── Entries supplied

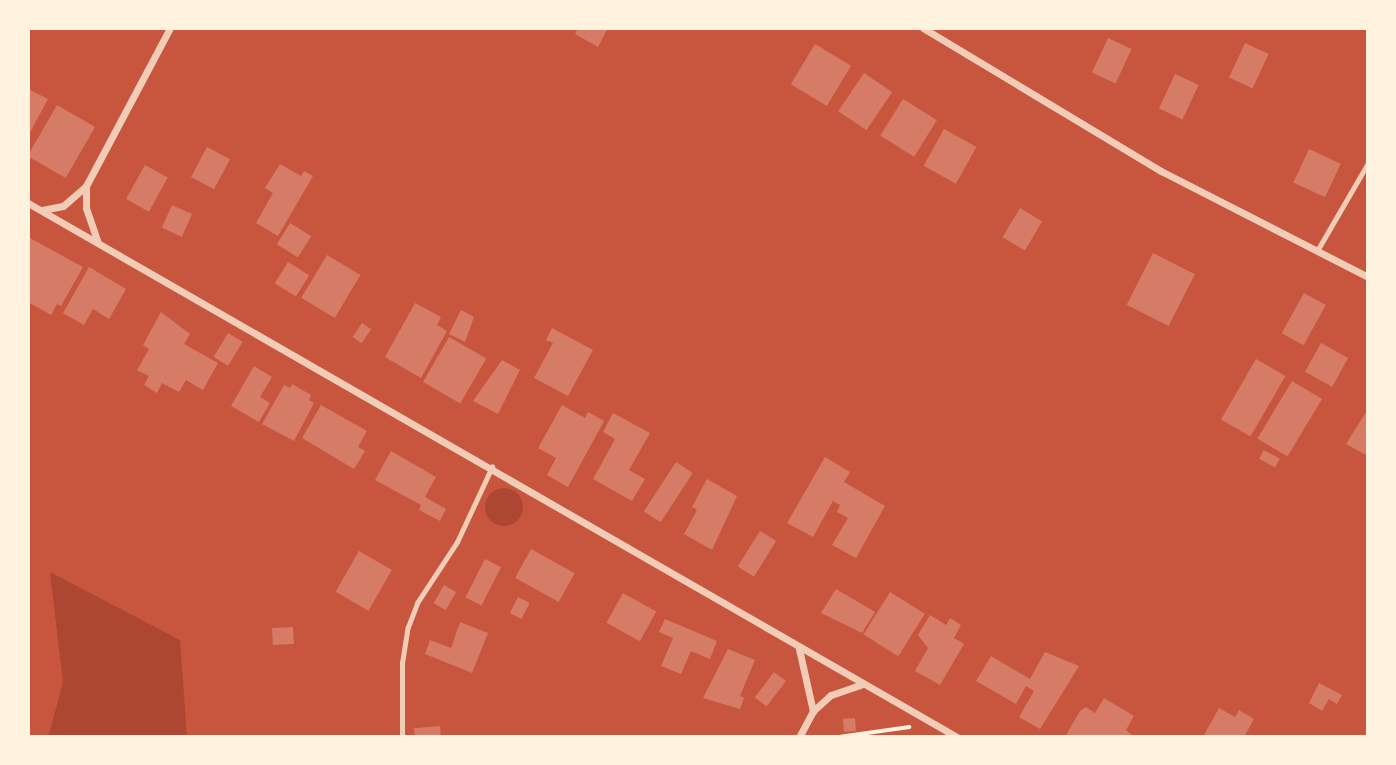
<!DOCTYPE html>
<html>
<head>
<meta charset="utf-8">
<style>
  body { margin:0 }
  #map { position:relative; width:1396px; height:765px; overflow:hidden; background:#c8553d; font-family:Raleway,sans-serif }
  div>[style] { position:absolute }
  .green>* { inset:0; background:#ae4732 }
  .round { border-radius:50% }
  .building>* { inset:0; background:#d67c66; transform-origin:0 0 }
  .path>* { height:3.5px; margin:-1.75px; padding:0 1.75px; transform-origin:1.75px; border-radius:1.75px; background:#fff3e0 }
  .service>* { height:4.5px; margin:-2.25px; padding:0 2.25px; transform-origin:2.25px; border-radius:2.25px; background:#f1ccb7 }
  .minor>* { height:7px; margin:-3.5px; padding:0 3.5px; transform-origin:3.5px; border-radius:3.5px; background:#f1ccb7 }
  span { translate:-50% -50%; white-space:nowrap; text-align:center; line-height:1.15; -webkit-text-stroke:6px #fff3e0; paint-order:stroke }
  .frame { position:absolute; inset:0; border:30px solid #fff3e0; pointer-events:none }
</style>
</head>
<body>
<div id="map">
  <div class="green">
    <div class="round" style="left:485px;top:488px;width:38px;height:38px"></div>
    <div style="clip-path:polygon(50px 572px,180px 640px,187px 737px,48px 737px,63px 683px)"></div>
  </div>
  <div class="building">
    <div style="clip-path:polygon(578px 28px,608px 28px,598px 47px,575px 34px)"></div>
    <div style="left:1108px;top:38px;width:26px;height:38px;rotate:25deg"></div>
    <div style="left:1245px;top:43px;width:26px;height:38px;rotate:25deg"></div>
    <div style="left:815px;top:44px;width:42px;height:47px;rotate:31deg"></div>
    <div style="left:864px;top:73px;width:34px;height:46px;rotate:34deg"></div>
    <div style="left:1175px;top:74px;width:26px;height:38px;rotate:25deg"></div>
    <div style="clip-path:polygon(28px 89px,48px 99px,28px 136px)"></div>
    <div style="left:903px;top:99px;width:40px;height:43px;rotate:32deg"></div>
    <div style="left:57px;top:105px;width:44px;height:59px;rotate:30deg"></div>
    <div style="left:944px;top:129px;width:37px;height:42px;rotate:29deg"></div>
    <div style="left:207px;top:147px;width:26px;height:34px;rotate:28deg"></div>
    <div style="left:1309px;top:149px;width:35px;height:37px;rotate:25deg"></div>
    <div style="clip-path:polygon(280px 164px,301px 176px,304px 171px,313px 176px,278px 236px,256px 223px,273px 193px,265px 188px)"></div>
    <div style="left:145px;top:165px;width:26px;height:39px;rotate:29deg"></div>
    <div style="left:172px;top:205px;width:22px;height:25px;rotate:24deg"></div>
    <div style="left:1020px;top:208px;width:26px;height:34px;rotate:31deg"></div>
    <div style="left:290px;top:223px;width:25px;height:25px;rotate:32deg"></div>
    <div style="clip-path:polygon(28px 237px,83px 267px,61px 306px,57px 304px,51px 315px,28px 302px)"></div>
    <div style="left:1153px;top:253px;width:47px;height:58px;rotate:27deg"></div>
    <div style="left:327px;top:255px;width:39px;height:50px;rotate:31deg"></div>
    <div style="left:288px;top:262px;width:25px;height:25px;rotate:32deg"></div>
    <div style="clip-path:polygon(89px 267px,126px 289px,109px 319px,93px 309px,84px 325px,63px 313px)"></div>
    <div style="left:1304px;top:293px;width:25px;height:46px;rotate:29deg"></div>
    <div style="clip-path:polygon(415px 303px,441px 317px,437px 325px,447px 331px,421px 378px,385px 357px)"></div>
    <div style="clip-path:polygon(461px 310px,474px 317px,465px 342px,449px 334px)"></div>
    <div style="clip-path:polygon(161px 312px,190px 334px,184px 344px,218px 363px,203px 390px,186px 380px,179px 392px,162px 383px,157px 393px,144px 385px,149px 376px,137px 370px,149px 349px,143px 345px)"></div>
    <div style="left:362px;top:323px;width:11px;height:17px;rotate:34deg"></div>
    <div style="clip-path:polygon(552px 328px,593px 350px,568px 396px,534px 378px,553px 343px,546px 340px)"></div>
    <div style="left:228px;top:333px;width:17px;height:28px;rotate:31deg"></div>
    <div style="left:449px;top:337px;width:43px;height:52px;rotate:30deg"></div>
    <div style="left:1321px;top:343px;width:31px;height:33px;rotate:29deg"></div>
    <div style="left:1256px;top:359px;width:34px;height:70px;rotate:30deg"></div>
    <div style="clip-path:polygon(502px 360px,520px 370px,498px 414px,473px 401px)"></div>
    <div style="clip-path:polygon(254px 366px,272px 377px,260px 397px,270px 403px,259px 422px,231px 406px)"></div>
    <div style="left:1292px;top:381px;width:35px;height:67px;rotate:31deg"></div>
    <div style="clip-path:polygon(292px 384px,311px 395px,309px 400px,314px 403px,294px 441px,262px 424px,284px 385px,290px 388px)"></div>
    <div style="clip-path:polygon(321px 405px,367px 431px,358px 447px,365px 451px,354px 469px,302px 438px)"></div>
    <div style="clip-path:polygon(562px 405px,585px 418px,588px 412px,604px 421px,568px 487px,547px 475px,556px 458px,538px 448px)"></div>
    <div style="clip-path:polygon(1368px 409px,1368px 456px,1346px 444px)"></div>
    <div style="clip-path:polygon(613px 413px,650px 433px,629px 470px,645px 479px,632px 501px,593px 479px,615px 439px,603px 432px)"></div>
    <div style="left:1264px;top:450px;width:18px;height:10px;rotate:29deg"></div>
    <div style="clip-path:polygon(391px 451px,436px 477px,425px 497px,446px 509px,440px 521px,419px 510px,421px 505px,375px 480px)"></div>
    <div style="clip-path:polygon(825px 457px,850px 472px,844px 482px,885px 506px,856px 558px,832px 545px,848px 518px,837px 512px,840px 505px,833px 501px,813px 537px,787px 523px)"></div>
    <div style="left:676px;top:462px;width:20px;height:59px;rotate:33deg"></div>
    <div style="clip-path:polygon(707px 479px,737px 496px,712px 550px,684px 534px,697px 510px,692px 507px)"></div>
    <div style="left:760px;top:531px;width:19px;height:42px;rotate:32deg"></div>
    <div style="left:531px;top:549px;width:50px;height:33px;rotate:29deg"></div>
    <div style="left:359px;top:551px;width:38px;height:47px;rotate:30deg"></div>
    <div style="left:485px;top:559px;width:18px;height:43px;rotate:27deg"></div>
    <div style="left:444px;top:585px;width:14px;height:21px;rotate:30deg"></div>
    <div style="clip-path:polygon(836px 589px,875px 612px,862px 633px,821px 613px)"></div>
    <div style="left:890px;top:592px;width:41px;height:50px;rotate:32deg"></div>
    <div style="left:623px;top:593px;width:38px;height:34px;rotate:29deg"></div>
    <div style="left:518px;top:597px;width:13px;height:18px;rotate:27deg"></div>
    <div style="clip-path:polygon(930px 615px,946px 625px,950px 618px,961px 625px,954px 638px,964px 644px,940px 685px,915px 671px,928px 648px,918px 635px)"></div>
    <div style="clip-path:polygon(665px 619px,717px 641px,710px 659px,691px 651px,681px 674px,661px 666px,673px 638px,659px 632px)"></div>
    <div style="clip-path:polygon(460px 622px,488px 633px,472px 673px,425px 654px,430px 640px,451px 648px)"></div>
    <div style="left:293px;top:627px;width:17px;height:21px;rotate:87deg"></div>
    <div style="clip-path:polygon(728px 649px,755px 660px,740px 696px,744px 698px,740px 709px,703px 698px)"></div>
    <div style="clip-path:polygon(1045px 652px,1079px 666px,1040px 729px,1019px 717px,1034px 691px,1026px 686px,1016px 704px,976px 681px,991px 656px,1030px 679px)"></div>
    <div style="left:774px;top:672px;width:15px;height:32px;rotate:37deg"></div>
    <div style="clip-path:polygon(1319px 683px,1342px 695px,1337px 704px,1329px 699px,1322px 711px,1309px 703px)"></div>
    <div style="clip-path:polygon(1104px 698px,1134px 716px,1126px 730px,1134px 737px,1065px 737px,1080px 711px,1086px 707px,1095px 713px)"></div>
    <div style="clip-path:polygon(1219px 708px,1235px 717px,1239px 710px,1254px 719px,1244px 737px,1203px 737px)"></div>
    <div style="left:855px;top:718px;width:13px;height:12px;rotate:86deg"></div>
    <div style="left:440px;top:726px;width:11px;height:26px;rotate:85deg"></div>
  </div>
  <div class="path">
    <div style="left:839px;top:737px;width:71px;rotate:-8.1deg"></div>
  </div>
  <div class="service">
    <div style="left:1317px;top:251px;width:102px;rotate:-59.9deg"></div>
    <div style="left:402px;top:737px;width:74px;rotate:-90deg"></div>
    <div style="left:402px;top:663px;width:36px;rotate:-81deg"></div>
    <div style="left:408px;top:627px;width:26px;rotate:-69deg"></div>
    <div style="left:417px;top:603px;width:73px;rotate:-56.7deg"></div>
    <div style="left:457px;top:542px;width:83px;rotate:-65deg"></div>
  </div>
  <div class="minor">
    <div style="left:923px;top:28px;width:278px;rotate:31deg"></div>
    <div style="left:1161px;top:171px;width:233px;rotate:27.1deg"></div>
    <div style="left:86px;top:187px;width:21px;rotate:90deg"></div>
    <div style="left:86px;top:208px;width:36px;rotate:71deg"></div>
    <div style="left:28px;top:203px;width:1072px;rotate:29.89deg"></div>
    <div style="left:42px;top:210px;width:21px;rotate:-11deg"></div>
    <div style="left:63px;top:206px;width:30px;rotate:-41deg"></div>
    <div style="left:86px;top:186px;width:179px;rotate:-62deg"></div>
    <div style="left:799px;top:649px;width:64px;rotate:77.3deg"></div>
    <div style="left:813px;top:711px;width:30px;rotate:118deg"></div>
    <div style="left:813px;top:711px;width:24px;rotate:-42deg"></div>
    <div style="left:831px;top:695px;width:31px;rotate:-19deg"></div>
  </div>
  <div class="frame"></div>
</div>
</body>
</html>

────

# Brief
Report back each line of the entries that holds the string "service".

# Answer to this problem
  .service>* { height:4.5px; margin:-2.25px; padding:0 2.25px; transform-origin:2.25px; border-radius:2.25px; background:#f1ccb7 }
  <div class="service">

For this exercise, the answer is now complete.